(Data extracted from a collection)

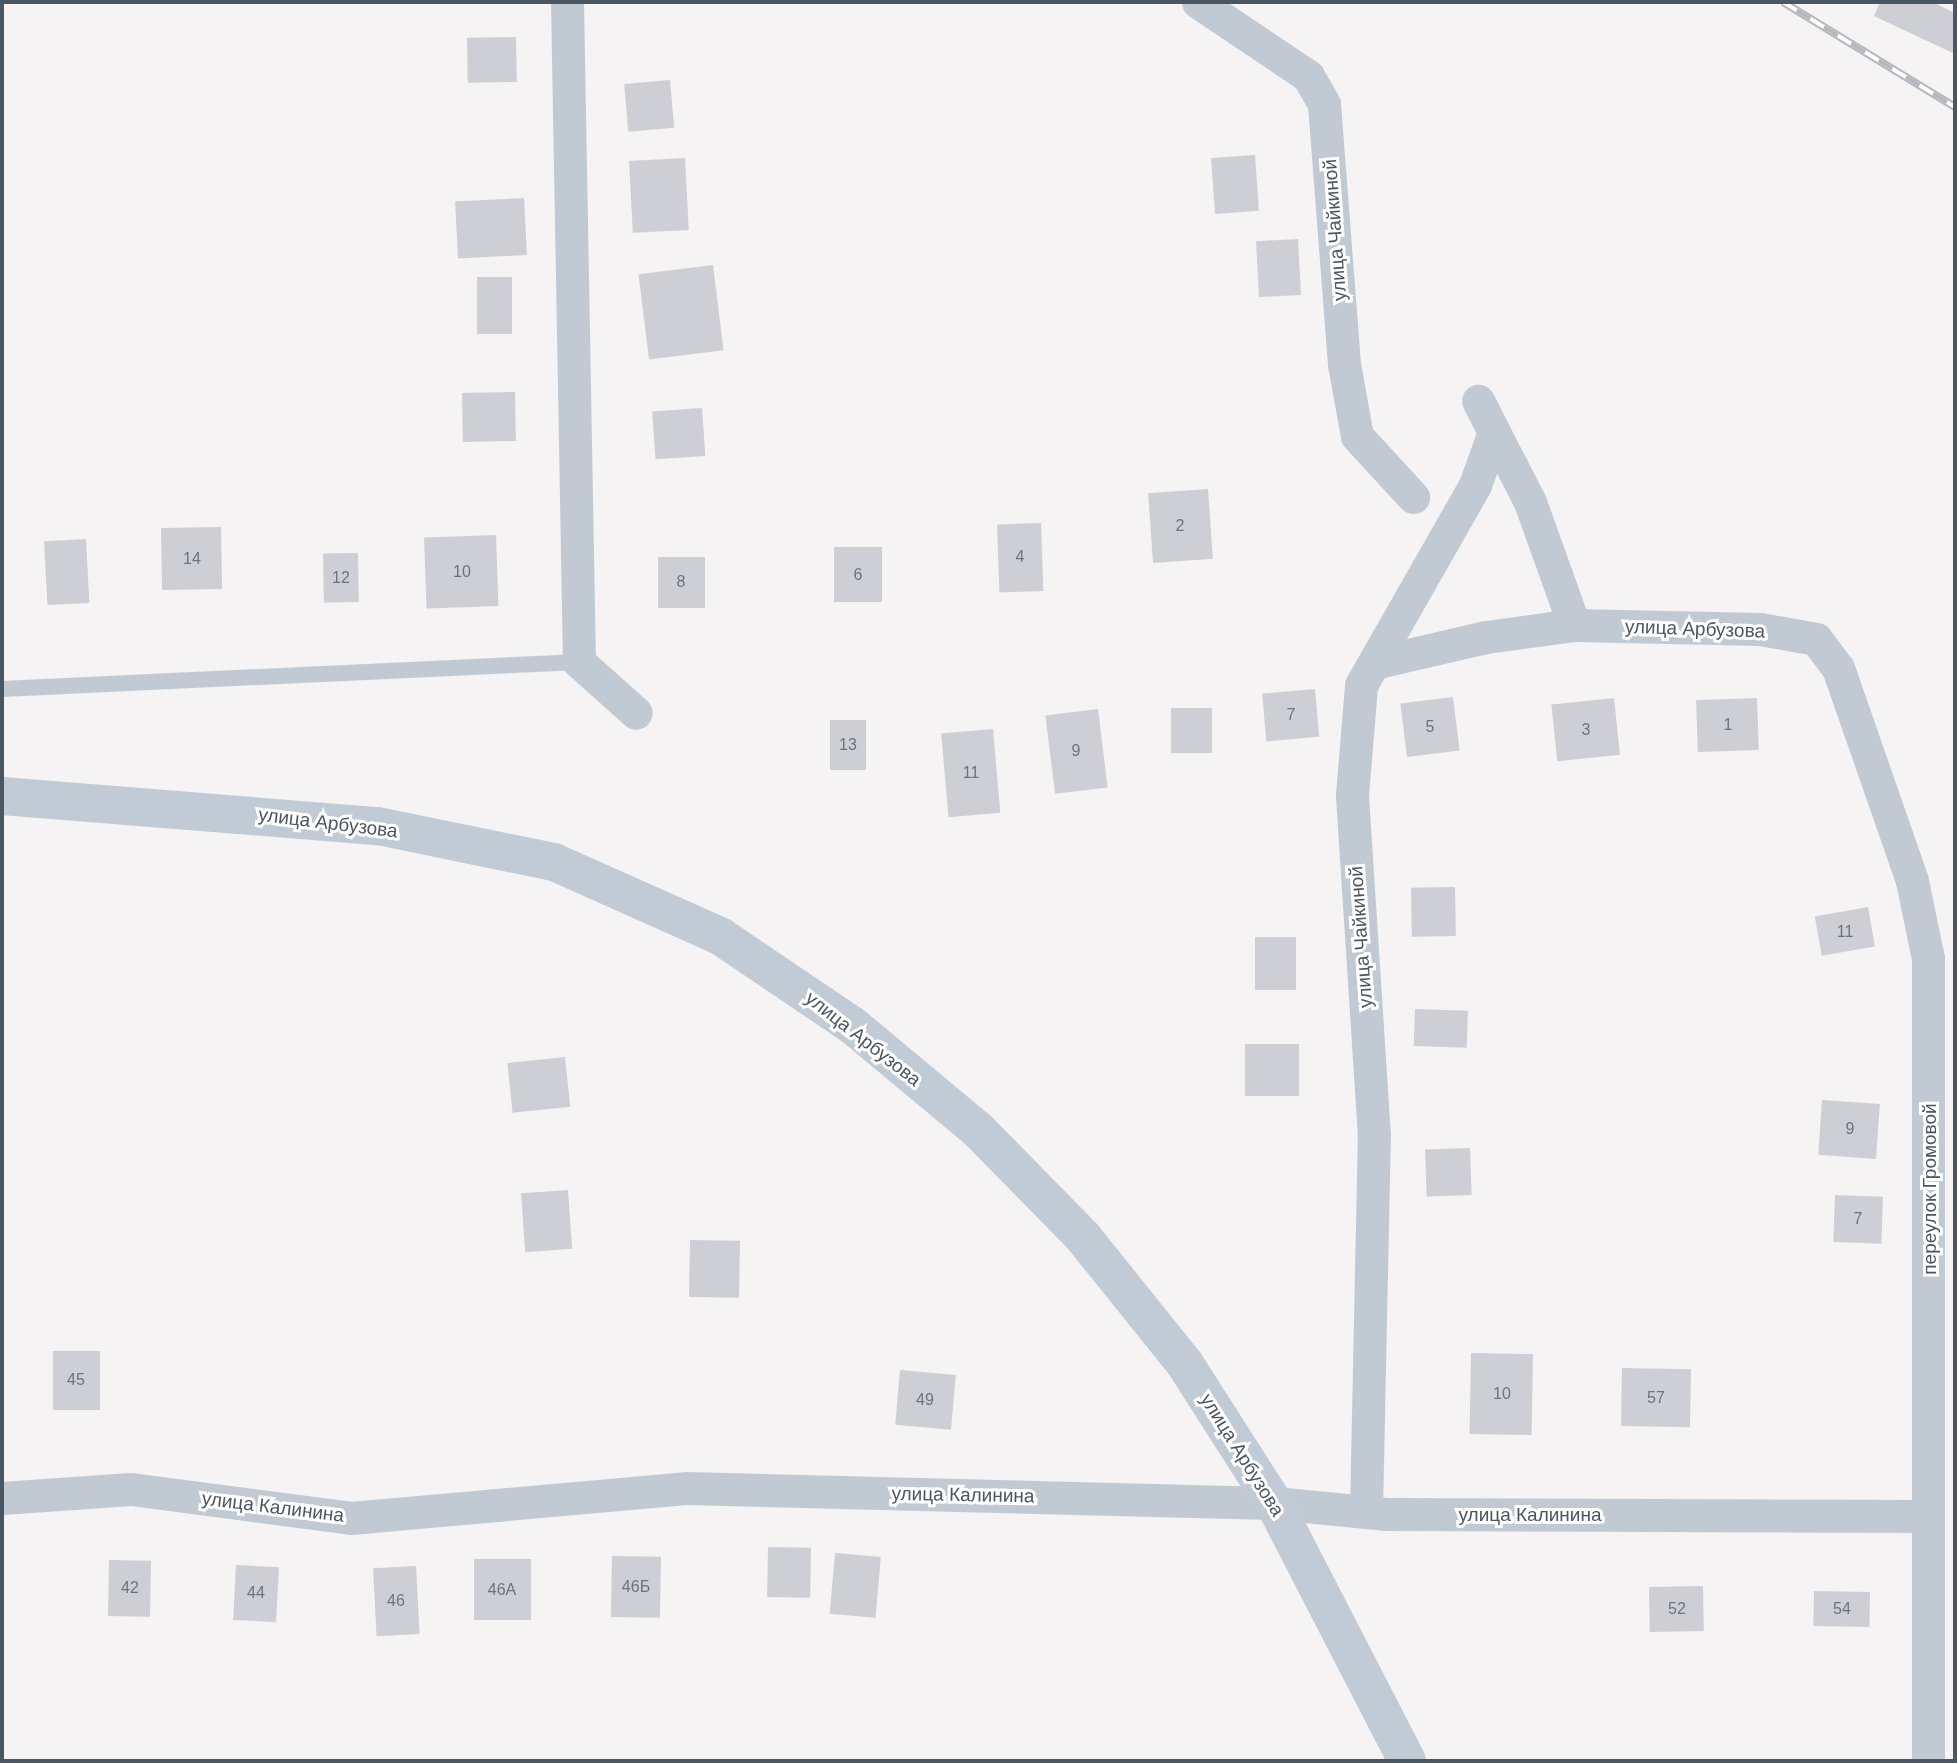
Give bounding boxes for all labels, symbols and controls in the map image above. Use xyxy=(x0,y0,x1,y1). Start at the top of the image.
street label: улица Чайкиной xyxy=(1319,158,1351,302)
house number: 2 xyxy=(1176,516,1184,536)
house number: 4 xyxy=(1016,547,1024,567)
house number: 14 xyxy=(183,549,201,569)
house number: 10 xyxy=(453,562,471,582)
house number: 6 xyxy=(854,565,862,585)
house number: 12 xyxy=(332,568,350,588)
house number: 8 xyxy=(677,572,685,592)
street label: улица Арбузова xyxy=(1625,615,1765,643)
house number: 7 xyxy=(1287,705,1295,725)
house number: 1 xyxy=(1724,715,1732,735)
house number: 5 xyxy=(1426,717,1434,737)
house number: 3 xyxy=(1582,720,1590,740)
house number: 13 xyxy=(839,735,857,755)
house number: 9 xyxy=(1072,741,1080,761)
house number: 11 xyxy=(963,763,979,783)
street label: улица Арбузова xyxy=(257,803,399,843)
street label: улица Чайкиной xyxy=(1345,865,1377,1009)
house number: 11 xyxy=(1837,922,1853,942)
street label: улица Арбузова xyxy=(801,987,925,1091)
street label: переулок Громовой xyxy=(1919,1103,1941,1275)
house number: 9 xyxy=(1846,1119,1854,1139)
house number: 7 xyxy=(1854,1209,1862,1229)
house number: 45 xyxy=(67,1370,85,1390)
house number: 10 xyxy=(1493,1384,1511,1404)
house number: 57 xyxy=(1647,1388,1665,1408)
street label: улица Арбузова xyxy=(1195,1389,1289,1521)
house number: 49 xyxy=(916,1390,934,1410)
street label: улица Калинина xyxy=(891,1482,1035,1508)
street label: улица Калинина xyxy=(201,1487,345,1527)
street label: улица Калинина xyxy=(1458,1504,1602,1526)
house number: 46Б xyxy=(622,1577,650,1597)
house number: 42 xyxy=(121,1578,139,1598)
house number: 46А xyxy=(488,1580,516,1600)
house number: 44 xyxy=(247,1583,265,1603)
house number: 46 xyxy=(387,1591,405,1611)
house number: 52 xyxy=(1668,1599,1686,1619)
house number: 54 xyxy=(1833,1599,1851,1619)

_Work instructions_. Return every line above where "Арбузова" appears.

_Output of the exercise_.
street label: улица Арбузова xyxy=(1625,615,1765,643)
street label: улица Арбузова xyxy=(257,803,399,843)
street label: улица Арбузова xyxy=(801,987,925,1091)
street label: улица Арбузова xyxy=(1195,1389,1289,1521)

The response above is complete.